At a 5 week review appointment the patient reported that all of her symptoms had gone. Pituitary, parathyroid and adrenal profiles were not carried out. In addition, the colonoscopy was cancelled. She continues on thyroxine replacement therapy and to date her symptoms have not returned.
Hypothyroidism is one of the most common endocrine conditions encountered in the UK, and is more common in females than males (ratio 6:1). In one study, the prevalence of overt hypothyroidism was reported to be 9.3% in women and 1.3% in men, with an annual incidence of 40/10 000 and 6/10 000, respectively.1 It is usually primary, as a result of disease of the thyroid gland itself. The most common cause is autoimmunity, but other causes include iatrogenic (damage from surgery, radiation, radioiodine or drug treatment—for example, amiodarone, lithium and thalidomide), and iodine deficiency. Hypothyroidism due to hypothalamic–pituitary disease, resulting in low thyroid stimulating hormone (TSH, “secondary”) or thyrotropin releasing hormone (TRH, “tertiary”), is rare.

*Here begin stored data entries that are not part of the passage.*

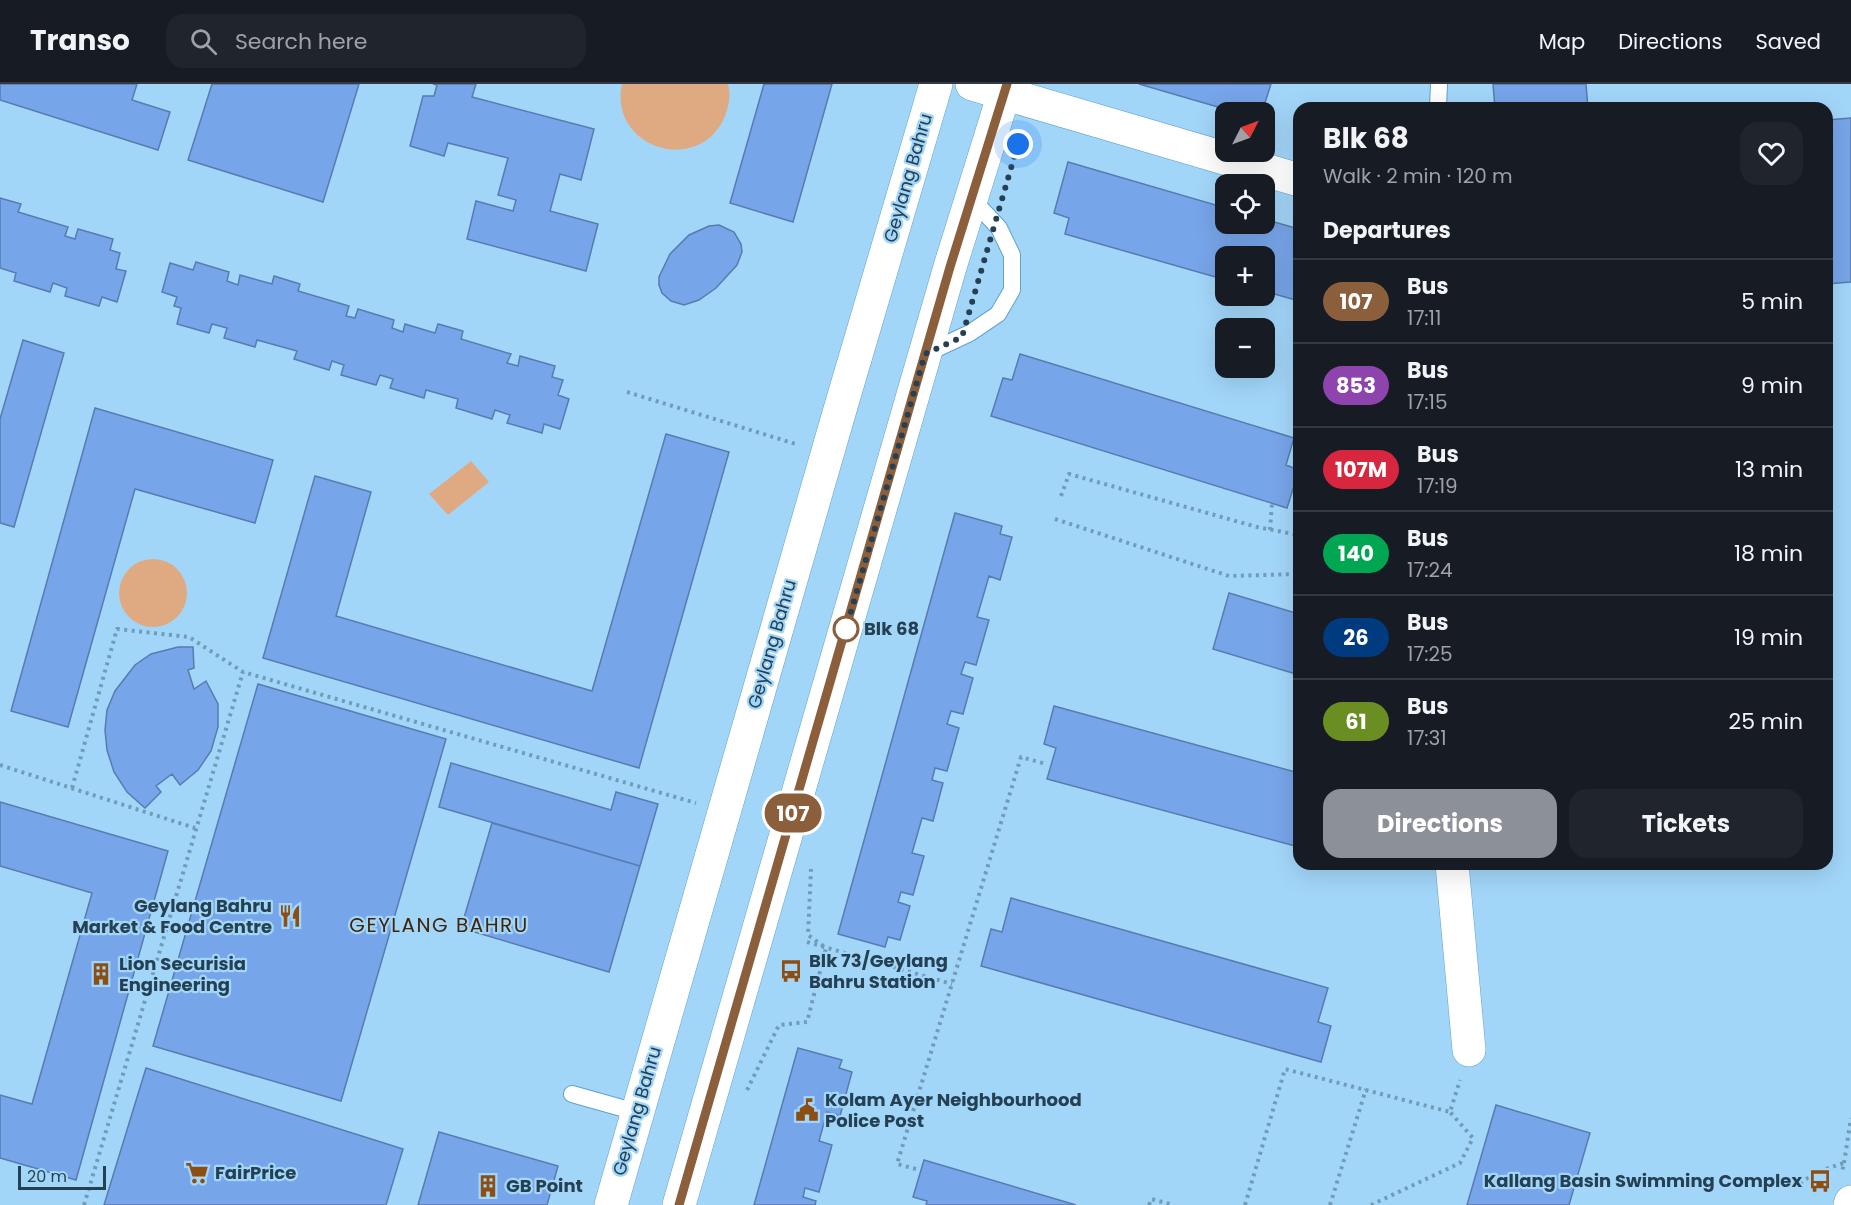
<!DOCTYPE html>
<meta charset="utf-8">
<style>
:root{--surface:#171b24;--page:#20242c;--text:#f1f3f6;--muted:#9ea1a6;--line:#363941;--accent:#8c9099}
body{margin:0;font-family:Poppins,sans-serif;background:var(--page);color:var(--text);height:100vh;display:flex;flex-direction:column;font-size:22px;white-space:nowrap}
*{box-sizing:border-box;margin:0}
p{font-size:20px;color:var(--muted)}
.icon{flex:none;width:33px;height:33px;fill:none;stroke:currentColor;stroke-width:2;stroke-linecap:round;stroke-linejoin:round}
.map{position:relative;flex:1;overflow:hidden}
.panel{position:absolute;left:1293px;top:18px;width:540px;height:768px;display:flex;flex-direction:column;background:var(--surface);border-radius:18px;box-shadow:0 6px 24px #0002}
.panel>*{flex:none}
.badge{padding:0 12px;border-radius:20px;font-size:21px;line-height:39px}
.needle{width:39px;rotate:48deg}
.buttons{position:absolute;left:1215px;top:18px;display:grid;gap:12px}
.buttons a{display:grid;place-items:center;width:60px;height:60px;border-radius:12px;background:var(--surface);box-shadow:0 6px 24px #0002;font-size:30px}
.scale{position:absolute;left:18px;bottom:15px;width:88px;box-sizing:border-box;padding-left:6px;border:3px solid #254052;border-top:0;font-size:16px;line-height:21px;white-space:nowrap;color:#254052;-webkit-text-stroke:4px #a2d6f9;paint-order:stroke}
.you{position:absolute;width:30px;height:30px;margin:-15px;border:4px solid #fff;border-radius:50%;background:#1a73e8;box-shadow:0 0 0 9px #1a73e833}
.map>.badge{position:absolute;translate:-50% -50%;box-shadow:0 0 0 3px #fff}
h2{padding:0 30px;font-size:22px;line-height:54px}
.round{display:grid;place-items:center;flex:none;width:63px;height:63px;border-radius:18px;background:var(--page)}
.summary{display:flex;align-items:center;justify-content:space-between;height:102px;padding:0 30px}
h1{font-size:28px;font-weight:700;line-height:45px}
.button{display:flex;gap:12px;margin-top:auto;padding:12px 30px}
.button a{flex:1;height:69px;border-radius:18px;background:var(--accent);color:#fff;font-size:24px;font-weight:700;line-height:69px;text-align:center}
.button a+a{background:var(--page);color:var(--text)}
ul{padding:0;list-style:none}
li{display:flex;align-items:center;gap:18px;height:84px;padding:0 30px;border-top:2px solid var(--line)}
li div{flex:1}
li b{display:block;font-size:22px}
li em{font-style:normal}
li .badge{min-width:66px;font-weight:700;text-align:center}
header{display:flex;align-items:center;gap:36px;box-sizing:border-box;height:84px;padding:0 30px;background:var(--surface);border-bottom:2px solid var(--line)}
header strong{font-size:28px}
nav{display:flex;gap:33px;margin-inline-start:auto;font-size:21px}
.search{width:420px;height:54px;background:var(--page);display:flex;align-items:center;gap:15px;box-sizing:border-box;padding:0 21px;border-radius:18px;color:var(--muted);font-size:22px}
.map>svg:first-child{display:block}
.green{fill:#dfaa81}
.building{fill:#77a5e9;stroke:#587bb0;stroke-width:1.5}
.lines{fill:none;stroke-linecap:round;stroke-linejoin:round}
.service-casing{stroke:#61a2cc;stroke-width:18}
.minor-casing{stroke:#61a2cc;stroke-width:34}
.secondary-casing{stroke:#61a2cc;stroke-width:34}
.primary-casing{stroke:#61a2cc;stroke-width:34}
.path{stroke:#719cb8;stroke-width:4;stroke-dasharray:3 4.5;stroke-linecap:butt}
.service{stroke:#fff;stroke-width:16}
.minor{stroke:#fff;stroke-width:33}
.secondary{stroke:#fff;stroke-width:33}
.primary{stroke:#fff;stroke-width:33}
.line-casing{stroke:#fff;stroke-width:14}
.line{stroke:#8b5e3c;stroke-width:9}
.walk{stroke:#254052;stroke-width:6;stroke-dasharray:0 10.8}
.stop-dot{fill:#fff;stroke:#8b5e3c;stroke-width:3}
.labels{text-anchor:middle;stroke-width:4.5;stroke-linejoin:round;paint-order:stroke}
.street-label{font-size:18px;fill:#254052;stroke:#a2d6f9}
.stop-label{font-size:18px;font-weight:bold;fill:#254052;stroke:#a2d6f9;text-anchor:start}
.poi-label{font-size:18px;font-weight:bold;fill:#254052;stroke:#a2d6f9;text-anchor:start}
.neighbourhood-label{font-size:20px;letter-spacing:1.5px;fill:#432409;stroke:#a2d6f9}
</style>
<header>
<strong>Transo</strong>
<div class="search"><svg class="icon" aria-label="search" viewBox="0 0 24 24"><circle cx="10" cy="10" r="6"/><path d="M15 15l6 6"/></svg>Search here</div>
<nav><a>Map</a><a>Directions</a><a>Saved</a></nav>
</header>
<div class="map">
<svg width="1851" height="1121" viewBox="0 0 1851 1121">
<rect width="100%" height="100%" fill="#a2d6f9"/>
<path class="green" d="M 622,0 L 728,0 C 731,10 729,22 725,32 C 700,93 608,64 622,0 Z
M 471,377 L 489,398 L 448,431 L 429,410 Z
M119 509a34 34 0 1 1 68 0a34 34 0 1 1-68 0Z"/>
<path class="building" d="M 0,0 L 137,0 L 132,16 L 170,28 L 158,66 L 0,16 Z
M 212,0 L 359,0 L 323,118 L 188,76 Z
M 433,0 L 476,0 L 472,13 L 594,45 L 581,96 L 560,90 L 550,127 L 598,140 L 586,187 L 467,155 L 476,117 L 513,127 L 516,116 L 498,111 L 508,74 L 448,59 L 444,72 L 410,62 L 423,12 L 434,12 L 437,1 Z
M 764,0 L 832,0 L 793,138 L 730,119 Z
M 1139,0 L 1271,0 L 1262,28 L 1235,28 Z
M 1493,0 L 1586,0 L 1588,24 L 1495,24 Z
M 1851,34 L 1851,198 L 1827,200 L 1827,36 Z
M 1068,78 L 1226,124 L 1226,140 L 1264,140 L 1264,135 L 1299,145 L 1299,217 L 1264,207 L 1264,172 L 1226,172 L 1226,196 L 1065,150 L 1069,134 L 1054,129 Z
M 0,114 L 21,120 L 18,128 L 68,143 L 65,152 L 75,155 L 78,145 L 113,155 L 110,166 L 120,169 L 116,185 L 126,187 L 117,218 L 102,213 L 99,222 L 65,212 L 67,204 L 53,199 L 50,208 L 14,197 L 16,189 L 0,184 Z
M 719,141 L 734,148 L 741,160 L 742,168 L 737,181 L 716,204 L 699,216 L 684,221 L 671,217 L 662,209 L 659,201 L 659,193 L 670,170 L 689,151 L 709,142 Z
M 196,178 L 229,188 L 227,197 L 238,201 L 240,191 L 272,200 L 274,192 L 300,200 L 298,207 L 349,222 L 346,232 L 355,234 L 358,225 L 394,236 L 392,244 L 403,248 L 405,240 L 435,249 L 438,240 L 463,247 L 461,255 L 511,270 L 507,279 L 518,282 L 520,272 L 555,282 L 552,293 L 563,296 L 558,311 L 569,315 L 560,345 L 544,340 L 542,349 L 507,339 L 510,331 L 495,326 L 492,335 L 456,324 L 458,315 L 426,306 L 424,314 L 390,304 L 393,295 L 380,291 L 376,301 L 341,291 L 344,281 L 332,277 L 329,286 L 294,275 L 297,267 L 257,256 L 255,263 L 224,254 L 227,244 L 212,240 L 209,249 L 177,240 L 181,224 L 174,222 L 177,213 L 162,208 L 170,179 L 193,186 Z
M 23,256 L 64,269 L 14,443 L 0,439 L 0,335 Z
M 1020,270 L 1294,354 L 1286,381 L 1299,386 L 1287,424 L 991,332 L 1003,294 L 1012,296 Z
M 95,324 L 273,376 L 255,439 L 135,405 L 68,643 L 11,627 Z
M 666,350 L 729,368 L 639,684 L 263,574 L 315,392 L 371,408 L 336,532 L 592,607 Z
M 955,429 L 1002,442 L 1000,450 L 1012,453 L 1000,496 L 989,492 L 977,533 L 989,536 L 976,581 L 965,578 L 961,590 L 973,594 L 963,630 L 951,627 L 947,640 L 959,644 L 947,687 L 935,684 L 932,696 L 943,699 L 933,737 L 922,734 L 912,769 L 924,772 L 913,811 L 901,808 L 898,818 L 910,822 L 900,856 L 888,853 L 885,863 L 838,850 Z
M 1229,509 L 1299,530 L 1299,591 L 1213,565 Z
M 178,563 L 193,563 L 194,584 L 188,586 L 194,605 L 206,597 L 218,620 L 218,643 L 211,667 L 198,686 L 180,701 L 172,690 L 156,702 L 161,708 L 145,724 L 127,708 L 114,688 L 107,666 L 105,646 L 107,626 L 115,607 L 135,581 L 151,570 Z
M 258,600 L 446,655 L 341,1017 L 153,962 Z
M 1054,622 L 1299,689 L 1299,763 L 1047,695 L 1056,664 L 1044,660 Z
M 451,679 L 611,726 L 616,708 L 658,720 L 640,782 L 439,723 Z
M 0,718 L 168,767 L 76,1096 L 0,1074 L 0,1011 L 32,1020 L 92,809 L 0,782 Z
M 492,739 L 640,782 L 609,888 L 461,844 Z
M 1011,814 L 1328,904 L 1318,938 L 1331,942 L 1321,978 L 981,882 L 991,845 L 1002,848 Z
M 798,964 L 842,976 L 839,984 L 852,988 L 840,1032 L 827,1028 L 819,1057 L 832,1061 L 819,1108 L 805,1104 L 803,1113 L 816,1117 L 815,1121 L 754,1121 Z
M 146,984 L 403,1065 L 386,1121 L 104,1121 Z
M 1496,1021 L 1590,1049 L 1569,1121 L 1467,1121 Z
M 439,1048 L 558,1082 L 547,1121 L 418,1121 Z
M 924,1076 L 1076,1121 L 926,1121 L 927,1117 L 913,1113 Z"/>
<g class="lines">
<g class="service-casing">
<path id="service" d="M 1438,24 L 1439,0
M 925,270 L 970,249 L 998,230 L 1012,206 L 1012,171 L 999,144 L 971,114
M 572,1010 L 636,1028"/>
</g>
<g class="minor-casing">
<path id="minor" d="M 972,0 L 1299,96
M 1452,780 L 1469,966"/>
</g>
<g class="secondary-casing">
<path id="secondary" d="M 611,1121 L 839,329 L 936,0
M 679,1121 L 950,183 L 1007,0"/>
</g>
<g class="primary-casing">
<path id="primary" d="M 1850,1121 L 1851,1118"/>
</g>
<path class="path" d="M 627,308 L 799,361
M 1061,412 L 1069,390 L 1257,443 L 1299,451
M 1055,435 L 1229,492 L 1299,490
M 1270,446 L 1272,419
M 0,681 L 195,744
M 72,704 L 117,545 L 189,553 L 243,588 L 696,719
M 807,858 L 952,900
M 747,1006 L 779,941 L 807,938 L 826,864 L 808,851 L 811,785
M 1844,1079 L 1851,1034
M 916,1085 L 897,1080 L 1021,673 L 1046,680
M 1794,1104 C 1810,1091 1824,1085 1844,1079 L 1842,1088
M 84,1121 L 243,588
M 1149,1121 L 1151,1115 L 1174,1121
M 1245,1121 L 1285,985 L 1450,1028 L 1460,996
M 1330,1121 L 1366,1005
M 1371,1121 L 1460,1079 L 1473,1054 L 1450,1028"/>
<use href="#service" class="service"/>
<use href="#minor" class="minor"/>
<use href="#secondary" class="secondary"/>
<use href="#primary" class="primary"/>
</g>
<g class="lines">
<g class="line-casing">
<path id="line" d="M 679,1121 L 950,183 L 1007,0"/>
</g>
<use href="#line" class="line"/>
<path class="walk" d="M 846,545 L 844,552 L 925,270 L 962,253 L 1018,60"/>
</g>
<defs>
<g id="restaurant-bare" transform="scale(1.8)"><path d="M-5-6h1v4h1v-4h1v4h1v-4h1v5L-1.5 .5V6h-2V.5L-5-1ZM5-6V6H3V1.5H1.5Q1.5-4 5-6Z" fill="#8c4e12" stroke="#a2d6f9" stroke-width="2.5" paint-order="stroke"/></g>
<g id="bus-bare" transform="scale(1.8)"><path d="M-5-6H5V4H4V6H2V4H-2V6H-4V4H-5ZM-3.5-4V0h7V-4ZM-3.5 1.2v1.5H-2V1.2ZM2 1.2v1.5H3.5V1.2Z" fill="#8c4e12" stroke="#a2d6f9" stroke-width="2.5" paint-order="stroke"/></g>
<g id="building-bare" transform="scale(1.8)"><path d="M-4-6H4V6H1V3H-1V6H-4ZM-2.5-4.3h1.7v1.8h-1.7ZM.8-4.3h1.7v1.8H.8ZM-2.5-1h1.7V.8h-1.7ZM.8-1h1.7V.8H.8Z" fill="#8c4e12" stroke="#a2d6f9" stroke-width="2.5" paint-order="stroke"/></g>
<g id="civic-bare" transform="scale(1.8)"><path d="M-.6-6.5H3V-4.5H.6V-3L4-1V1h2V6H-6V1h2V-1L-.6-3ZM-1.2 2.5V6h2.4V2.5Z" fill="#8c4e12" stroke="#a2d6f9" stroke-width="2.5" paint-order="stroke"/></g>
<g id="supermarket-bare" transform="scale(1.8)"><path d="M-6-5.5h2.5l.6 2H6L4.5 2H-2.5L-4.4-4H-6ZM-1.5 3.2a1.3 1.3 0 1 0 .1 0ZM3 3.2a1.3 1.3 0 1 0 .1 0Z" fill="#8c4e12" stroke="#a2d6f9" stroke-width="2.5" paint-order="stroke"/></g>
</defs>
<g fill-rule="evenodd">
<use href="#restaurant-bare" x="290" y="832"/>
<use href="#bus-bare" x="791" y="887"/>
<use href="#building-bare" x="101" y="890"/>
<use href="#civic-bare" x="807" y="1026"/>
<use href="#supermarket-bare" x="197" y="1089"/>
<use href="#bus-bare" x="1820" y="1097"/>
<use href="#building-bare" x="488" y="1102"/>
</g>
<circle class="stop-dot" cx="846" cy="545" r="12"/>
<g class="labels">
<g class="street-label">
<text transform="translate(908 94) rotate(-74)" y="6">Geylang Bahru</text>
<text transform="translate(772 560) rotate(-74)" y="6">Geylang Bahru</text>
<text transform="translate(637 1027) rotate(-74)" y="6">Geylang Bahru</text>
</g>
<g class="stop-label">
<text x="864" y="551">Blk 68</text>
</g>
<g class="poi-label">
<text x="272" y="828" text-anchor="end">Geylang Bahru<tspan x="272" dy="21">Market &amp; Food Centre</tspan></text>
<text x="809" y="883">Blk 73/Geylang<tspan x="809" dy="21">Bahru Station</tspan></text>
<text x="119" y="886">Lion Securisia<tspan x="119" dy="21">Engineering</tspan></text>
<text x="825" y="1022">Kolam Ayer Neighbourhood<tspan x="825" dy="21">Police Post</tspan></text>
<text x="215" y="1095">FairPrice</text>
<text x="1802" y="1103" text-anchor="end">Kallang Basin Swimming Complex</text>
<text x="506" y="1108">GB Point</text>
</g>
<g class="neighbourhood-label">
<text x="439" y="848">GEYLANG BAHRU</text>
</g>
</g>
</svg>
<div class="buttons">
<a><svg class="needle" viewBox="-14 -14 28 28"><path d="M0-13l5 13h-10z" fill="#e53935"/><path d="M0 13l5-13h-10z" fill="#9ea1a6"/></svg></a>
<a><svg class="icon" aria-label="locate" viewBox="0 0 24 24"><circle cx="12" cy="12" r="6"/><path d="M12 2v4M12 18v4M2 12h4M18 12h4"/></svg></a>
<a>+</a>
<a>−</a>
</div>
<div class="scale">20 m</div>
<div class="you" style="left:1018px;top:60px"></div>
<b class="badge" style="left:793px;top:729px;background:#8b5e3c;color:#fff">107</b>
<section class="panel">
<div class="summary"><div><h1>Blk 68</h1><p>Walk · 2 min · 120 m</p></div><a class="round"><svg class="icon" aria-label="heart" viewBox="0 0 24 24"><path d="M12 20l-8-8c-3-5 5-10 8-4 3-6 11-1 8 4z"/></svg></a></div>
<h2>Departures</h2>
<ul>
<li><span class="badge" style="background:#8b5e3c;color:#fff">107</span><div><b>Bus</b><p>17:11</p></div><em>5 min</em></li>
<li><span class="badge" style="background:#8e44ad;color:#fff">853</span><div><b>Bus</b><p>17:15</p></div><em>9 min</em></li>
<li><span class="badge" style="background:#d7263d;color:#fff">107M</span><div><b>Bus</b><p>17:19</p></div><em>13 min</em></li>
<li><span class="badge" style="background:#00a651;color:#fff">140</span><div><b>Bus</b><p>17:24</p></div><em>18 min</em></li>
<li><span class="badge" style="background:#003b80;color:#fff">26</span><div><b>Bus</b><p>17:25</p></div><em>19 min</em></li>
<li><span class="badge" style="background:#6b8e23;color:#fff">61</span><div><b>Bus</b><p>17:31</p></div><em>25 min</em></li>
</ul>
<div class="button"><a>Directions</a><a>Tickets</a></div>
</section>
</div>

Hypothyroidism may manifest with a multitude of symptoms in adults, including fatigue, excessive somnolence, increased cold sensitivity, pale and dry skin, face puffiness, hoarse voice, unexplained weight gain, myalgia, bradycardia, arthralgia, muscle weakness, menorrhagia, brittle fingernails and hair, and depression. Constipation is the classical gastrointestinal symptom associated with hypothyroidism.
The diagnosis of hypothyroidism can be confirmed by carrying out thyroid function tests (TFTs), which are widely available. In primary hypothyroidism, thyroid stimulating hormone (TSH) values are raised and the total T4 (thyroxine) and free T3 (tri-iodothyronine) and are classically low. Further investigations can be considered in the presence of goitres or nodules, such as ultrasonographc scanning with targeted fine needle aspiration for histology/cytology.
A literature review revealed no similar cases in adults. No reports were found of abdominal pain, vomiting and diarrhoea being associated with hypothyroidism. Theoretically, these symptoms might occur in the presence of hypothyroidism associated severe constipation; however, our patient did not have evidence of this. In the absence of severe constipation, the mechanism by which hypothyroidism might cause abdominal pain, vomiting and diarrhoea is unclear. In the paediatric literature there have been reports of congenital hypothyroidism presenting with recurrent vomiting due to severe intestinal hypomotility.2,3
Competing interests: None.
Patient consent: Patient/guardian consent was obtained for publication.